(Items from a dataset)
□ □ □ □ □ □ □

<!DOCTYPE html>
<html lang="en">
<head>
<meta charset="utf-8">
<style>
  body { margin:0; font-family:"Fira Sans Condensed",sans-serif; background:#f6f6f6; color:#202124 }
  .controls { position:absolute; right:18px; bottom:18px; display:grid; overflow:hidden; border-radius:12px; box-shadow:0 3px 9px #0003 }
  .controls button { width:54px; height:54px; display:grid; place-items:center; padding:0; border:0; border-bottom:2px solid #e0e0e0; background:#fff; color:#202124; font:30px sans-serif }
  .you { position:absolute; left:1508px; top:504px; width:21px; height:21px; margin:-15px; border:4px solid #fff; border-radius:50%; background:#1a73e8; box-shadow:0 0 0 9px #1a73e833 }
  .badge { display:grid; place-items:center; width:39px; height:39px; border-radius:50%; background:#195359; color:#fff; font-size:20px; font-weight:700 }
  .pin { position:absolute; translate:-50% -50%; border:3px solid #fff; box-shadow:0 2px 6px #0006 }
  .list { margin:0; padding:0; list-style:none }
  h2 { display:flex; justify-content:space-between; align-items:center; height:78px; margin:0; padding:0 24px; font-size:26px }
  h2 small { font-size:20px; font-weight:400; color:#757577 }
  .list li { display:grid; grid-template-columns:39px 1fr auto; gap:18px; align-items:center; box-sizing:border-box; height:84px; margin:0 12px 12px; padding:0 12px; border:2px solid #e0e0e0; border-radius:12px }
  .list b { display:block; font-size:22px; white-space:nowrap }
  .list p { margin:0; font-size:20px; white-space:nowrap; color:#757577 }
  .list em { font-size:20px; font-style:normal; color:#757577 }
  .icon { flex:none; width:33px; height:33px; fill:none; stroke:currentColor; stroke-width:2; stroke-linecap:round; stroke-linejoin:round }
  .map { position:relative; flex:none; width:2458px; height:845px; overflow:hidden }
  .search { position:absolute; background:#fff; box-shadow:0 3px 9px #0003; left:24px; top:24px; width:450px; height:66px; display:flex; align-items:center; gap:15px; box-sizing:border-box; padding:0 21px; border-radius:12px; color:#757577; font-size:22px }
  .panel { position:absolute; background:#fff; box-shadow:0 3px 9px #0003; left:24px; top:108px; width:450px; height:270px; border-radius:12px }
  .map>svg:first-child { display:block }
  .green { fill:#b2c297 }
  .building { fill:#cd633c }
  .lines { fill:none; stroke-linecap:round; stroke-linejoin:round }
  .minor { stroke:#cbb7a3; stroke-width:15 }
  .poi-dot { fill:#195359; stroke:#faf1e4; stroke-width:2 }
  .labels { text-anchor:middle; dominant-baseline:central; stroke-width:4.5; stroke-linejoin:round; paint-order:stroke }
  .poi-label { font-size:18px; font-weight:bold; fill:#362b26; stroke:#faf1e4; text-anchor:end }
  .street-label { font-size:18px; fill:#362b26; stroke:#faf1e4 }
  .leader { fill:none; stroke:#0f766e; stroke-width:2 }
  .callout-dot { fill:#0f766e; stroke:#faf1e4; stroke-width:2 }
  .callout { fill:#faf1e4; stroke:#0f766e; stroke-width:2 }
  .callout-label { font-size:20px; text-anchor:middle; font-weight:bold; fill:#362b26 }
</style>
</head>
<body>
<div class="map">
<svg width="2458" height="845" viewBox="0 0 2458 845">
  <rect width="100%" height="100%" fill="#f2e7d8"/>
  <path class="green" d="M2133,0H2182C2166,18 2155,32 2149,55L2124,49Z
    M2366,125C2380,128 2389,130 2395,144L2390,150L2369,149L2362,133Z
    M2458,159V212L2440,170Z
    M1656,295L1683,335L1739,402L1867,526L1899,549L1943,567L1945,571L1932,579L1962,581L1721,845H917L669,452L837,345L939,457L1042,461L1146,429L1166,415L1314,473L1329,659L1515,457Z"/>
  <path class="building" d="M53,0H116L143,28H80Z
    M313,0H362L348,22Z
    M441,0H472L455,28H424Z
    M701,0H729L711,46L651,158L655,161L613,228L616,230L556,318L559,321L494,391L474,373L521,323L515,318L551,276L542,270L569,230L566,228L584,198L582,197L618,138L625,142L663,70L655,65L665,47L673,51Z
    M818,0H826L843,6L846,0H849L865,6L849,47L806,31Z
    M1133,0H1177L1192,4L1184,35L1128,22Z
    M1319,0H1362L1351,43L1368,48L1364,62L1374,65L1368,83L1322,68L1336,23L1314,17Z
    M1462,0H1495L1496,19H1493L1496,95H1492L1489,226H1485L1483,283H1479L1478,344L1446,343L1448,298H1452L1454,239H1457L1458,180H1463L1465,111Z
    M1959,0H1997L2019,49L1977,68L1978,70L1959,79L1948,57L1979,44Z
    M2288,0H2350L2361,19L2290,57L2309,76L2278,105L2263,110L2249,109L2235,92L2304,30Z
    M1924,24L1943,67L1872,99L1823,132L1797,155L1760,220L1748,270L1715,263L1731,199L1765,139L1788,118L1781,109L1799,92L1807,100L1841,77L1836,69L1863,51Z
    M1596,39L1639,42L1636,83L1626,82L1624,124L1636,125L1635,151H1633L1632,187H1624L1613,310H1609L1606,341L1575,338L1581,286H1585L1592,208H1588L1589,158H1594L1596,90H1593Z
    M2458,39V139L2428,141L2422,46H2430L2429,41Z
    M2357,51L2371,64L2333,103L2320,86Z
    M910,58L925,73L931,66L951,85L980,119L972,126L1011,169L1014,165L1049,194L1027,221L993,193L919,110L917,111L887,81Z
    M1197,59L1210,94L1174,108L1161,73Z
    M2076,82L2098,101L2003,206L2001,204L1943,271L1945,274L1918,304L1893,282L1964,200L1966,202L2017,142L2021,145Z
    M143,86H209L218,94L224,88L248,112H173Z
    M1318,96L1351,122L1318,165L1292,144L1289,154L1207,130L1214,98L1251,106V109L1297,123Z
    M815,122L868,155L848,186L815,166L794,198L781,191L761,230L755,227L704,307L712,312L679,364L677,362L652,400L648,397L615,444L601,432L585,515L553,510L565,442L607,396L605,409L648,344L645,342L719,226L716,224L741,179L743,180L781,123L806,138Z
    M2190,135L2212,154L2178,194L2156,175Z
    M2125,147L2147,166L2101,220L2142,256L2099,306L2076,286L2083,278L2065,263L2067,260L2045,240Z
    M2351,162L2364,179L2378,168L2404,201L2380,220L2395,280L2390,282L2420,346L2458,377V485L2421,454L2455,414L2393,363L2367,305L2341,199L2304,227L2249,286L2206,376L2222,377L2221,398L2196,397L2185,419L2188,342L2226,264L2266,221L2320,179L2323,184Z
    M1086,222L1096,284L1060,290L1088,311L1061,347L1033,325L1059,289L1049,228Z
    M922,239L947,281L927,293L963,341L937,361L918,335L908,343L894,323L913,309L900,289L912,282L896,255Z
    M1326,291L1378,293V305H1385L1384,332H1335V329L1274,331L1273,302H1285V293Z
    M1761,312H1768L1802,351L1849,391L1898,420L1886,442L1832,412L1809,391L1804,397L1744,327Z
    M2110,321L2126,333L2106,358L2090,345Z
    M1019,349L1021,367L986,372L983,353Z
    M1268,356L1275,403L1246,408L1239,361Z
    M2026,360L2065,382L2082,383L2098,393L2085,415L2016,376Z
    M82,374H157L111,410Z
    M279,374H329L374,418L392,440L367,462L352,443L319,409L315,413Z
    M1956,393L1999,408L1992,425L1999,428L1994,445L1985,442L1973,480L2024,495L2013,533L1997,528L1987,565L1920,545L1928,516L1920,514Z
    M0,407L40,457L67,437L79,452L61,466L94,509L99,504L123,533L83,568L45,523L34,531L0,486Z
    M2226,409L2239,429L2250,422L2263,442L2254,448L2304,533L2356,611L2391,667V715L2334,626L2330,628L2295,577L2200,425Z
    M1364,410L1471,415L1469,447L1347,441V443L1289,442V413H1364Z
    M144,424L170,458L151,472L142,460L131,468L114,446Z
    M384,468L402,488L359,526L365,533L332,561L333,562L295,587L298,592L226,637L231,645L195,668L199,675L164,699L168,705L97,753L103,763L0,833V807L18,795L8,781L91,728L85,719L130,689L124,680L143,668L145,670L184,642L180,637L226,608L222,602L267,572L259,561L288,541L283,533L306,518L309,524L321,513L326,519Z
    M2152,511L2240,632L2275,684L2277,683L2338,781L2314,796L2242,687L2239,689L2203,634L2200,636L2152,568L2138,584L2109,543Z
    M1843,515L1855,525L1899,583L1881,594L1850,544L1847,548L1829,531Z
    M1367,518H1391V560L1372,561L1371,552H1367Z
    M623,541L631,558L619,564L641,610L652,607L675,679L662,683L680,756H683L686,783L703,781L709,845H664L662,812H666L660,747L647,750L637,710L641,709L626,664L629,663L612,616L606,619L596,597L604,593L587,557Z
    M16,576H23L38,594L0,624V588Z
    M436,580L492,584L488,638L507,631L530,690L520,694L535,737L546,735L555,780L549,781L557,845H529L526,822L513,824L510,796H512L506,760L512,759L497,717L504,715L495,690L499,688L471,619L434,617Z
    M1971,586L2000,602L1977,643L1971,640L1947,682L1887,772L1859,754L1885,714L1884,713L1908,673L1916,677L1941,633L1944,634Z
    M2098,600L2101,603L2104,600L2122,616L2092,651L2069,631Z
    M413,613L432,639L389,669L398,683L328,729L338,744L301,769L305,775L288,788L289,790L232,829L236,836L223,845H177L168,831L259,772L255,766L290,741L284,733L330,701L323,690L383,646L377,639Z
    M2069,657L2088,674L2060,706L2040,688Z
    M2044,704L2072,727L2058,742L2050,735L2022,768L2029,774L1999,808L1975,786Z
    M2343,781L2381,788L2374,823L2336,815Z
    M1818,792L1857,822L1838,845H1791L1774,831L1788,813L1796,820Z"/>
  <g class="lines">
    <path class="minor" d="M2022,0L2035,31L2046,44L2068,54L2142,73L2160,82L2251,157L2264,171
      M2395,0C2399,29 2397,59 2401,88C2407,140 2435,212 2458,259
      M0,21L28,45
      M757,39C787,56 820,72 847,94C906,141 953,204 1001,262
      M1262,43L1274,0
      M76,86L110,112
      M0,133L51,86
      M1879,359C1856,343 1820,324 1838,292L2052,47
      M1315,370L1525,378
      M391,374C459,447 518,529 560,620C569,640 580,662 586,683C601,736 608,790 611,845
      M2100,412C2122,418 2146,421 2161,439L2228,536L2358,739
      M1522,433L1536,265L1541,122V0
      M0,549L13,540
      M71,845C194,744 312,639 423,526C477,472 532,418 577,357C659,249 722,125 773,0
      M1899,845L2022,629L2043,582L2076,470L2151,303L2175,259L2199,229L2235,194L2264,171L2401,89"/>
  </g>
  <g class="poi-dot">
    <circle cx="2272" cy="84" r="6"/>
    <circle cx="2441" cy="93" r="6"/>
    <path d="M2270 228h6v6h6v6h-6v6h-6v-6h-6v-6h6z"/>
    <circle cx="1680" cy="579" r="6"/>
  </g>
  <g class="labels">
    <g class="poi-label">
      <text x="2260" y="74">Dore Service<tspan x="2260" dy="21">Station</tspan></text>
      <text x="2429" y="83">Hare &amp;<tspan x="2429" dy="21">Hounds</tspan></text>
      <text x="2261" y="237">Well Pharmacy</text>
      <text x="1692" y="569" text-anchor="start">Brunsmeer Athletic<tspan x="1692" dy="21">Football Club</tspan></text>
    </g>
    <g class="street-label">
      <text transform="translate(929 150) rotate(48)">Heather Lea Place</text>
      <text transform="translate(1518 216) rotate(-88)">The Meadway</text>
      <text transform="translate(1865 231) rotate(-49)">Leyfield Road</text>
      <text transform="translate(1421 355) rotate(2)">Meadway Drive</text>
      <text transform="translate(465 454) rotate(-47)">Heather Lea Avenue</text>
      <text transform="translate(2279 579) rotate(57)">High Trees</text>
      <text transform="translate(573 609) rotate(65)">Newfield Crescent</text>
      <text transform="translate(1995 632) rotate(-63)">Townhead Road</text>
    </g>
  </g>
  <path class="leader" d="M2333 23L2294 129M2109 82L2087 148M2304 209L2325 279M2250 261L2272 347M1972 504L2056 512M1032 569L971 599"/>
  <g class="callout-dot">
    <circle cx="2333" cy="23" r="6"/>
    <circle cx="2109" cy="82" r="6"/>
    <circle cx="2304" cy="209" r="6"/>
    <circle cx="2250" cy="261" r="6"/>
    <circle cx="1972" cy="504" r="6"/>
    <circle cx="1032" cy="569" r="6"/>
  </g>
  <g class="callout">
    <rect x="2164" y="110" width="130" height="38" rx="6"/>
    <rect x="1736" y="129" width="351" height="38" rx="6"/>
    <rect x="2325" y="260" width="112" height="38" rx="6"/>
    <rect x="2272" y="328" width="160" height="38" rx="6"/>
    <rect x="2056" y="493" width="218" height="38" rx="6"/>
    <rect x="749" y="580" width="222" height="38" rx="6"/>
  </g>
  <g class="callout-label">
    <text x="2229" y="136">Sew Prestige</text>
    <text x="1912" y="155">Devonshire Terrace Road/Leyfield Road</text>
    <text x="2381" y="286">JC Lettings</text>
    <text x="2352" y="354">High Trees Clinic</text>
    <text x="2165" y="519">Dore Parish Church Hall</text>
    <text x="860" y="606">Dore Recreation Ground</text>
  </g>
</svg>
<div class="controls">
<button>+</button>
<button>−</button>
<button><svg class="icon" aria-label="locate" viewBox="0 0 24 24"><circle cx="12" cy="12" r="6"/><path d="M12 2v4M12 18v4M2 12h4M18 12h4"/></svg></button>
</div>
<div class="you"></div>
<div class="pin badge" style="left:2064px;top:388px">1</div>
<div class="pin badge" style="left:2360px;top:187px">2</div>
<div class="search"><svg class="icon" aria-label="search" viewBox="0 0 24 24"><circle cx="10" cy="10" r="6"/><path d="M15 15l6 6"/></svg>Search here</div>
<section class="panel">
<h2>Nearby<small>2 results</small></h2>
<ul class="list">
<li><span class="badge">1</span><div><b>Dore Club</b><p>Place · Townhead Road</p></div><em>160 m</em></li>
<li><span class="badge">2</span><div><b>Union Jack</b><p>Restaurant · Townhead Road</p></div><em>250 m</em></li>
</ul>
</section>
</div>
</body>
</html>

□ □ □ □ □ □ □

[WHAT IS REQUIRED] Each line holding "Townhead" in the records should be copied out.

[RESPONSE AREA]
      <text transform="translate(1995 632) rotate(-63)">Townhead Road</text>
<li><span class="badge">1</span><div><b>Dore Club</b><p>Place · Townhead Road</p></div><em>160 m</em></li>
<li><span class="badge">2</span><div><b>Union Jack</b><p>Restaurant · Townhead Road</p></div><em>250 m</em></li>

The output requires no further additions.